New protein prediction software put to the test
“Bioinformatics is one of the most exciting fields in science because it is interdisciplinary—the marriage of computer science and biology, said Jianlin Cheng, an assistant professor in computer science at the University of Missouri, and a faculty member of the MU Informatics Institute. “Students in this field have good job opportunities and great research opportunities in higher ed and beyond.”
New to the University last year, Cheng is doing collaborative research with Charles “Bill” Caldwell, director of the University’s Ellis Fischel Cancer Center.

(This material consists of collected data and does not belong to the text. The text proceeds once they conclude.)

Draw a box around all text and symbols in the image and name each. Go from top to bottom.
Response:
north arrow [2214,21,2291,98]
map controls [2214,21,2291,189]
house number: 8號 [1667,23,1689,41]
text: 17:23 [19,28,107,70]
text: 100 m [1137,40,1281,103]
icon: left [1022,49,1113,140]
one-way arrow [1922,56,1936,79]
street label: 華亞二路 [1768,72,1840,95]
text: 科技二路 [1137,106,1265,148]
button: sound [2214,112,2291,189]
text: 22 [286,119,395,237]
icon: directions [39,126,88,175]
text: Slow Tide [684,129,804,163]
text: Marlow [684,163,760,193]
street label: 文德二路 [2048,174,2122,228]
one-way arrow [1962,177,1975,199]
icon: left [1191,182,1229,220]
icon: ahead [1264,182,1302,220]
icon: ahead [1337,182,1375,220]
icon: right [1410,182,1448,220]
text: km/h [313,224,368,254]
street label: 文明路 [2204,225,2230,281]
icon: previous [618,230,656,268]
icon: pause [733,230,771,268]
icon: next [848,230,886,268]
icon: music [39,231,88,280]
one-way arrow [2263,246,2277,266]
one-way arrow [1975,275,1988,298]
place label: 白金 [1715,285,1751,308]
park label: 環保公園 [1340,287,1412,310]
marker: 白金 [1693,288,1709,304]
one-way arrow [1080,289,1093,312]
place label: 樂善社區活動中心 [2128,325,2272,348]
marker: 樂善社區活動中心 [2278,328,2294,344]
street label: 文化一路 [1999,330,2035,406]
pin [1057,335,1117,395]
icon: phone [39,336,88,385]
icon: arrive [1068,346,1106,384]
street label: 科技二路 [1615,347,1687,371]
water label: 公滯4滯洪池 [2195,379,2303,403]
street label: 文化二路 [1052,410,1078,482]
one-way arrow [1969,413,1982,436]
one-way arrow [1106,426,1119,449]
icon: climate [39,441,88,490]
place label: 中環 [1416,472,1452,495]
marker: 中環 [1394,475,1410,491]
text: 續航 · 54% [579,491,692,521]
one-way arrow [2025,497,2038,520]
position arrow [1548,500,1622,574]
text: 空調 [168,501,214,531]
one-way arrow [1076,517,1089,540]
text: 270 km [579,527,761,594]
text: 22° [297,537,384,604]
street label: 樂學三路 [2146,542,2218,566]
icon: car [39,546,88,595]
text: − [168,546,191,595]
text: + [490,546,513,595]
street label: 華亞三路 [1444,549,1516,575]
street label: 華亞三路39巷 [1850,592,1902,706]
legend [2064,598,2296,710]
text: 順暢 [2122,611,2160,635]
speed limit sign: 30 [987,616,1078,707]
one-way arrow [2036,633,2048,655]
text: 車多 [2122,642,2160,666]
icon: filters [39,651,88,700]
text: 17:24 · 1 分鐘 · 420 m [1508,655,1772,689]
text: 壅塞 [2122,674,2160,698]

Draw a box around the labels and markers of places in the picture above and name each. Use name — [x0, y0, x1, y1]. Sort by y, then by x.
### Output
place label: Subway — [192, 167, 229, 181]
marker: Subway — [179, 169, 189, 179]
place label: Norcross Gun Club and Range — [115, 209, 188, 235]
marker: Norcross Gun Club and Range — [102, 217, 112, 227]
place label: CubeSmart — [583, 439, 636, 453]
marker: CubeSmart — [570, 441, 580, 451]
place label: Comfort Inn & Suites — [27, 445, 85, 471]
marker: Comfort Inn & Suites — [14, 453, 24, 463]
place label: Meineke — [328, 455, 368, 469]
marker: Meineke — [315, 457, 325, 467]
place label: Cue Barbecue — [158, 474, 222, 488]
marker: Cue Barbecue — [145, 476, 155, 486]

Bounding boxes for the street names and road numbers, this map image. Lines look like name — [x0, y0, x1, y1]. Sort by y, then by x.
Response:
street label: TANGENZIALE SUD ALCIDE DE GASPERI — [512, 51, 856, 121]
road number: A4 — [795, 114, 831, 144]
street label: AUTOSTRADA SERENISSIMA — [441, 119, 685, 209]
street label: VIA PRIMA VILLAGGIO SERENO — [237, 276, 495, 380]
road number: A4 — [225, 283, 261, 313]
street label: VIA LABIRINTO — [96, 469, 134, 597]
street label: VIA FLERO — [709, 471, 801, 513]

“Cancer cells and normal cells function differently. We are looking at the mechanisms of cancer at the molecular level using one thread of my research, which is protein structure prediction,” said Cheng.
“We know the sequences of millions of proteins, but we only know the structure of about 40,000,” said Cheng, explaining that the amino acid sequences that comprise proteins must fold into three-dimensional structures in order to function, and that it is the shapes themselves that determine function.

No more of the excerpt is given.